■ Your assignment: From the line that contains "Map reading. What" to the last line of the records below, retype each line exactly; leave out everything else.

■ Records supplied:
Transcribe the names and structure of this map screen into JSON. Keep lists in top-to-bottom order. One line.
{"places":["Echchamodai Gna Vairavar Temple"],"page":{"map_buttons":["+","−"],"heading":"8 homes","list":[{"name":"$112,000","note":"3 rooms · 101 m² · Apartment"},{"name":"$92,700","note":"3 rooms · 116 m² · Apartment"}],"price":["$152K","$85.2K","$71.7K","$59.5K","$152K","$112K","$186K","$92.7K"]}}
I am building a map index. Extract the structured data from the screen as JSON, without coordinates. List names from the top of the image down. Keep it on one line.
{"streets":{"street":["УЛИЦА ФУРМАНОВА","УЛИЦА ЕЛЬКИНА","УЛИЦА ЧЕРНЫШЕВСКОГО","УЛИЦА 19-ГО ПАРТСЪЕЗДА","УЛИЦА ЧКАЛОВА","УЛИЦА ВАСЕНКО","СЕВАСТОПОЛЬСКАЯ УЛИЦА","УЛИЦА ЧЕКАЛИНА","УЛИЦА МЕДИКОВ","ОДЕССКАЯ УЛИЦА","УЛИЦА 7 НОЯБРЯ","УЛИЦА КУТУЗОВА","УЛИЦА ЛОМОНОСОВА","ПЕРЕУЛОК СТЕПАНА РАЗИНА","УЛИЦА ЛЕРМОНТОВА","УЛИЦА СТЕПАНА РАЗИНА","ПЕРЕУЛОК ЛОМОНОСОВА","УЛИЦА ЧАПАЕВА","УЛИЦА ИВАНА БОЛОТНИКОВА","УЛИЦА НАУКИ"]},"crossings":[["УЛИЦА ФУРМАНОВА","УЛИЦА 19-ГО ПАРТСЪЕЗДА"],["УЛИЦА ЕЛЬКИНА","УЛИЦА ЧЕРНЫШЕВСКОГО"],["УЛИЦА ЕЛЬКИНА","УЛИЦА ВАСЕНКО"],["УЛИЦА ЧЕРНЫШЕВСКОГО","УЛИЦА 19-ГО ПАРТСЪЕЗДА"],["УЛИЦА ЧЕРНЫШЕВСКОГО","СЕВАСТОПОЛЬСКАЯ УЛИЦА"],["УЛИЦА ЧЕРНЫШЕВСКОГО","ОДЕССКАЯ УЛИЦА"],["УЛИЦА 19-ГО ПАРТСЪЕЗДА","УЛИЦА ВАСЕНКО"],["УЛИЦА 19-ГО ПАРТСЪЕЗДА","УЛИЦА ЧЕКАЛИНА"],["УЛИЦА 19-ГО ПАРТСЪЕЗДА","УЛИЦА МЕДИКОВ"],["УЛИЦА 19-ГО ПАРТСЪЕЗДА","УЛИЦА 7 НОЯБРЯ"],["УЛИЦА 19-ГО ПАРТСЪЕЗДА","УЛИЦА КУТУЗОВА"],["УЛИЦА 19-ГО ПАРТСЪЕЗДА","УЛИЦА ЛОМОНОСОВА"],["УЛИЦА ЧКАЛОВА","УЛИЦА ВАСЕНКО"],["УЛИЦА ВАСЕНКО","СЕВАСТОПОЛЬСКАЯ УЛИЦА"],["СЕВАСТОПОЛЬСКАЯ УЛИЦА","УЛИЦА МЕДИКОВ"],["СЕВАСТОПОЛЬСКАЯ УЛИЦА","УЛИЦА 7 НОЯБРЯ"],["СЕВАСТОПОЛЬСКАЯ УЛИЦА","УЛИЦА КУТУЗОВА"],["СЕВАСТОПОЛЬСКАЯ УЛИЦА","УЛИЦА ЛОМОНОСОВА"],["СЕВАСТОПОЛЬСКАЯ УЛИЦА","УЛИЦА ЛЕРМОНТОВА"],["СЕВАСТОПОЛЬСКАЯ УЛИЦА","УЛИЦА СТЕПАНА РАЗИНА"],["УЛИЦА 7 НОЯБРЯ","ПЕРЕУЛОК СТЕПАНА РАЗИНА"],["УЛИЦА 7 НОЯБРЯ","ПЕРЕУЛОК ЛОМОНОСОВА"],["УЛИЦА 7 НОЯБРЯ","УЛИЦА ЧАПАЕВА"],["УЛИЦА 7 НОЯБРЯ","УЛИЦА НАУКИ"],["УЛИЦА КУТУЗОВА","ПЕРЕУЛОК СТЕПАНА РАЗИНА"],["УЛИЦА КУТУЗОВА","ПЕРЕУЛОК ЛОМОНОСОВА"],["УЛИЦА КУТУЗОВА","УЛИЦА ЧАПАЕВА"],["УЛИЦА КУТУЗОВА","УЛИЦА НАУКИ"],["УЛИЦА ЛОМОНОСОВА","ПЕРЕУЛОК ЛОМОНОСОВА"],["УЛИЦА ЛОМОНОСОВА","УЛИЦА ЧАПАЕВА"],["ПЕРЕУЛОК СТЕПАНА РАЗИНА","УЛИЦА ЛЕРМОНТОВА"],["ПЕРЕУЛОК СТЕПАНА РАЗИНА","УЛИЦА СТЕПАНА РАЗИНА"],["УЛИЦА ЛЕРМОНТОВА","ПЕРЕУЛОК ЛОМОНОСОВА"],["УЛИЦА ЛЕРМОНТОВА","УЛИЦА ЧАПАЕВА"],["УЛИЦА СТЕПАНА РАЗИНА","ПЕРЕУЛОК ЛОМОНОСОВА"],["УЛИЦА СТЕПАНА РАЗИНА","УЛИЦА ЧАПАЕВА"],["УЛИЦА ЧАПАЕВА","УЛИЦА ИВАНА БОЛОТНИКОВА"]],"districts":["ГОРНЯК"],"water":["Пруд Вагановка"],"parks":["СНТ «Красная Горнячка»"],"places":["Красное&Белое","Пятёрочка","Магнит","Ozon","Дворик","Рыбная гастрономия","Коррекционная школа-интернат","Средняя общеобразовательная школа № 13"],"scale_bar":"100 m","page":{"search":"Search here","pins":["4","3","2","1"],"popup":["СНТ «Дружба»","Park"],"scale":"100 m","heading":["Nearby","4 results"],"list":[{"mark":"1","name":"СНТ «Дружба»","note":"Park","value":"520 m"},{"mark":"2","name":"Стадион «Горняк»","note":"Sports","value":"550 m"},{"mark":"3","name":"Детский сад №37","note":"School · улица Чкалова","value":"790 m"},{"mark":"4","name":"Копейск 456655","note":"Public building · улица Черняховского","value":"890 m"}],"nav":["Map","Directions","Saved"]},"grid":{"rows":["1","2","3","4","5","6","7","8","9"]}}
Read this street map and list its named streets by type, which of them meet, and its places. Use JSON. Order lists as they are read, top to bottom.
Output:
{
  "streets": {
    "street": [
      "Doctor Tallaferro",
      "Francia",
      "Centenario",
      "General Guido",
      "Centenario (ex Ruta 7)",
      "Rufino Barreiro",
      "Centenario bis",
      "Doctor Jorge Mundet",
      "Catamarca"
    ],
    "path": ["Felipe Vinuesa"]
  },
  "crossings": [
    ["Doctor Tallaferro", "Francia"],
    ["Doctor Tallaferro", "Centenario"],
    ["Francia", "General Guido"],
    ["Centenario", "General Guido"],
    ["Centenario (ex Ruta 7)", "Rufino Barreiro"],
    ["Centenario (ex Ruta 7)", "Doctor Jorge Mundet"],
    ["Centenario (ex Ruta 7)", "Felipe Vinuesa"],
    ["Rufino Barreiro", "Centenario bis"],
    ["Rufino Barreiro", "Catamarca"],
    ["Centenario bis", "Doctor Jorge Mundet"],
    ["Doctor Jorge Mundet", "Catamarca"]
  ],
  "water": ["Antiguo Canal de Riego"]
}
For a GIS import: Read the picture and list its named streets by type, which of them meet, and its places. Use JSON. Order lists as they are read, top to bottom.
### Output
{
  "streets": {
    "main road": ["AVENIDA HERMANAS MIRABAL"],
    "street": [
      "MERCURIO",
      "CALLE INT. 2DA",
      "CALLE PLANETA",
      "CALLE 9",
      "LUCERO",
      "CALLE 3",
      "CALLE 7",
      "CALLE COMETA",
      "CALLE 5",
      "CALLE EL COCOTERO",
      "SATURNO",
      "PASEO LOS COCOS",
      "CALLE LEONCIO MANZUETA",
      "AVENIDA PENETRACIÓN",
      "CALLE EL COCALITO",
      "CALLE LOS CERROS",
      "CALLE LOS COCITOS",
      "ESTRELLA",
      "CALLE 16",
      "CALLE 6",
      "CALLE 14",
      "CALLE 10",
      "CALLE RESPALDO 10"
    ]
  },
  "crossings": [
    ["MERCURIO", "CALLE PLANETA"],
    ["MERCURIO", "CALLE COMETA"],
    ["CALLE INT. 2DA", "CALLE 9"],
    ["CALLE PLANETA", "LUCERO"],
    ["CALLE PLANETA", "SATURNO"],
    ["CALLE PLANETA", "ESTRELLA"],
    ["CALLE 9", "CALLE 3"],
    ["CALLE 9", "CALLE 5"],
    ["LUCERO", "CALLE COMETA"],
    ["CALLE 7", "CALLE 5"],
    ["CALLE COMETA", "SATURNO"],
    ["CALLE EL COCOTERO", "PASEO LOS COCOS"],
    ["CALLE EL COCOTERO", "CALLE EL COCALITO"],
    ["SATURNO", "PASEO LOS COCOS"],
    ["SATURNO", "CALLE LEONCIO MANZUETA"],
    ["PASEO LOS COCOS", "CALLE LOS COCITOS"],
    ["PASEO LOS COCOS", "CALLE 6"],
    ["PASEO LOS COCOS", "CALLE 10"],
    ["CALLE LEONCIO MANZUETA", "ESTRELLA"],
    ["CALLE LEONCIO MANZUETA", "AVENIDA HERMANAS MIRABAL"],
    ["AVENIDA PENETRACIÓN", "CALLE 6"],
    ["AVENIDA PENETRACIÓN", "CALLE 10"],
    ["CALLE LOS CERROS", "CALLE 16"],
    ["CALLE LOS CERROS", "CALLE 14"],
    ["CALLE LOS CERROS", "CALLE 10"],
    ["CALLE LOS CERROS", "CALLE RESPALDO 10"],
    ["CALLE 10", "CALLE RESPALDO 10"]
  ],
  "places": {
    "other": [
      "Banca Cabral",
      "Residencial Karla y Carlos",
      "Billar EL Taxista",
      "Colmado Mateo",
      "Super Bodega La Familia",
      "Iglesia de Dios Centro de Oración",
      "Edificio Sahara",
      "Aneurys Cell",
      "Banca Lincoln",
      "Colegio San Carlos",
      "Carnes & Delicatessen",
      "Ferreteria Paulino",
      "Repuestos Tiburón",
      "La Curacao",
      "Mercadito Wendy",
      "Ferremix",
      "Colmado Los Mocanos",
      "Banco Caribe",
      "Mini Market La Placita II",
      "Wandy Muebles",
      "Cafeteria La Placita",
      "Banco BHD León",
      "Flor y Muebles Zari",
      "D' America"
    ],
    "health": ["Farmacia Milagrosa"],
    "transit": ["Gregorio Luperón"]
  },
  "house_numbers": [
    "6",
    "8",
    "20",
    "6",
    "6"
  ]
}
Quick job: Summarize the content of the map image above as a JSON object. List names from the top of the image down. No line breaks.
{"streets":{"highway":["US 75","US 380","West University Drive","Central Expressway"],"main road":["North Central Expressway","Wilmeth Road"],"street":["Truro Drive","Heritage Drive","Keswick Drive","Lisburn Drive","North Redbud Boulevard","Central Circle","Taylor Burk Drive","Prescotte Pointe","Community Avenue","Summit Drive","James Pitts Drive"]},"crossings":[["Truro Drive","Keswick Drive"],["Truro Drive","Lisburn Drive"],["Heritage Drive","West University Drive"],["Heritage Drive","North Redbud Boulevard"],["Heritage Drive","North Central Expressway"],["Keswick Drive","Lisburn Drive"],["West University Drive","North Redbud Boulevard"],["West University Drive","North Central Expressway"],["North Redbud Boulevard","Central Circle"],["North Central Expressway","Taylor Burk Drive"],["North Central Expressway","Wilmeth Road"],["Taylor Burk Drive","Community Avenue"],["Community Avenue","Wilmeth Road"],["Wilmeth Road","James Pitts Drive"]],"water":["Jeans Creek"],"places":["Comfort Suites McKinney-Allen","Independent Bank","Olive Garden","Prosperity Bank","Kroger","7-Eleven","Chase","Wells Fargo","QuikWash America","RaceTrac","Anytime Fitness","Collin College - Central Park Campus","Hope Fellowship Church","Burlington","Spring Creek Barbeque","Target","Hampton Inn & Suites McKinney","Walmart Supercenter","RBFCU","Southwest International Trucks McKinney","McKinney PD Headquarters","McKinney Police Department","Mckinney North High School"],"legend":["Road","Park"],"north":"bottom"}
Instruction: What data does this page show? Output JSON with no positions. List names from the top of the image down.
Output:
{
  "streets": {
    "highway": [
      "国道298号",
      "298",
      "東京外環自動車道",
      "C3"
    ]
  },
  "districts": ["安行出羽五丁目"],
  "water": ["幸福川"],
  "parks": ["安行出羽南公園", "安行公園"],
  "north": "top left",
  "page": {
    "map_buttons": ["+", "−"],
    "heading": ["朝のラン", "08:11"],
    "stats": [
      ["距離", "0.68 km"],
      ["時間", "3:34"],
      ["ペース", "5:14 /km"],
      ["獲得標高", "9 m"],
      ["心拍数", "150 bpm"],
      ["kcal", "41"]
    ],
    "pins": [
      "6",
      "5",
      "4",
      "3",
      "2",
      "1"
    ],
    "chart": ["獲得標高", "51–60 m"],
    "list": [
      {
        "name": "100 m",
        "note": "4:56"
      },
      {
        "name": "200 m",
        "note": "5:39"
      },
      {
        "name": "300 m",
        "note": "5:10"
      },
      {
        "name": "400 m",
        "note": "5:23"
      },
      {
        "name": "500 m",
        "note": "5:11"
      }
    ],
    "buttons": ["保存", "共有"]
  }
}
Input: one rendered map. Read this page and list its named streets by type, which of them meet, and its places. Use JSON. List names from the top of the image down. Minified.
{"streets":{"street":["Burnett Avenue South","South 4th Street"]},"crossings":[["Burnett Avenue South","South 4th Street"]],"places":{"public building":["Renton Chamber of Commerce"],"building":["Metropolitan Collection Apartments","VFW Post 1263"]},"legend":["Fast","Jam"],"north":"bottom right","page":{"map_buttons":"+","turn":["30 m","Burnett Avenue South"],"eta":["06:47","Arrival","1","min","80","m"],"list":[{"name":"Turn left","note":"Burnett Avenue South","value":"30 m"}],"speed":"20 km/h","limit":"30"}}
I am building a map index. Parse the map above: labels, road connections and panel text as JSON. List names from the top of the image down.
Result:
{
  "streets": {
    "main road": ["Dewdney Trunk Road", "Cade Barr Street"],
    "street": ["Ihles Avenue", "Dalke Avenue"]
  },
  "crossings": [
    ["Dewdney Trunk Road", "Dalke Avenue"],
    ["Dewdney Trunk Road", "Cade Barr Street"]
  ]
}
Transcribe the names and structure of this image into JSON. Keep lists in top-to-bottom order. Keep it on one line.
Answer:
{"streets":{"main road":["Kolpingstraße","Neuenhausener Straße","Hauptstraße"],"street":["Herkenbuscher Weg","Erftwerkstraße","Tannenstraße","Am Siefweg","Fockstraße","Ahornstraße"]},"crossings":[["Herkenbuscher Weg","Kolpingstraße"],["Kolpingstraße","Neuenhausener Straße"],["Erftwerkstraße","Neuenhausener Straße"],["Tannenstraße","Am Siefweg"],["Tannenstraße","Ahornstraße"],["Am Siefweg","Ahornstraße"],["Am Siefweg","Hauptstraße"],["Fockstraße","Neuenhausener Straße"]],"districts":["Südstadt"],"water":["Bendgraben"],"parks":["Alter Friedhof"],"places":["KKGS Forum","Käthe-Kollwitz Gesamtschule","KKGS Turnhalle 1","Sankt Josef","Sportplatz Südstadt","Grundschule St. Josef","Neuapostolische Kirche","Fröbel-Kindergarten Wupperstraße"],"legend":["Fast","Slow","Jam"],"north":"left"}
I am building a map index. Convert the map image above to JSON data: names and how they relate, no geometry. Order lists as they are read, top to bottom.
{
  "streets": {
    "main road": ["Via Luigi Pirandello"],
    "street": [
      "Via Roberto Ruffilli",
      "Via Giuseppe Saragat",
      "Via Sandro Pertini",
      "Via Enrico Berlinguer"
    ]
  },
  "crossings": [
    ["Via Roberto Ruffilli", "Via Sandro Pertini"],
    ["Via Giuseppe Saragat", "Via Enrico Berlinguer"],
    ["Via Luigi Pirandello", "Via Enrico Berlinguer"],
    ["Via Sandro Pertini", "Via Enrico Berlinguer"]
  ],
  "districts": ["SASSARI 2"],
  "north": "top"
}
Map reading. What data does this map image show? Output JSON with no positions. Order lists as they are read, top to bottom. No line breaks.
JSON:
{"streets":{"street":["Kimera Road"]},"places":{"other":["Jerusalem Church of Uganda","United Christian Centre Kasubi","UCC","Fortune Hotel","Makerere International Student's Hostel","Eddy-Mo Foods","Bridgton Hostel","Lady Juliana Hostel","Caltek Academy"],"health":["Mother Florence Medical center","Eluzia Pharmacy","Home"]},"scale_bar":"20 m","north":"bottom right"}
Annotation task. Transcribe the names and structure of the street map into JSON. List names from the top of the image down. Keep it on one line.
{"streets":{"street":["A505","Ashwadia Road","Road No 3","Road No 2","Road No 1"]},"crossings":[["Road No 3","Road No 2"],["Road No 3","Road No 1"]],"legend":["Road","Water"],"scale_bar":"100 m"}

■ Output of the exercise:
Map reading. What data does this map image show? Output JSON with no positions. Order lists as they are read, top to bottom. No line breaks.
JSON:
{"streets":{"street":["Kimera Road"]},"places":{"other":["Jerusalem Church of Uganda","United Christian Centre Kasubi","UCC","Fortune Hotel","Makerere International Student's Hostel","Eddy-Mo Foods","Bridgton Hostel","Lady Juliana Hostel","Caltek Academy"],"health":["Mother Florence Medical center","Eluzia Pharmacy","Home"]},"scale_bar":"20 m","north":"bottom right"}
Annotation task. Transcribe the names and structure of the street map into JSON. List names from the top of the image down. Keep it on one line.
{"streets":{"street":["A505","Ashwadia Road","Road No 3","Road No 2","Road No 1"]},"crossings":[["Road No 3","Road No 2"],["Road No 3","Road No 1"]],"legend":["Road","Water"],"scale_bar":"100 m"}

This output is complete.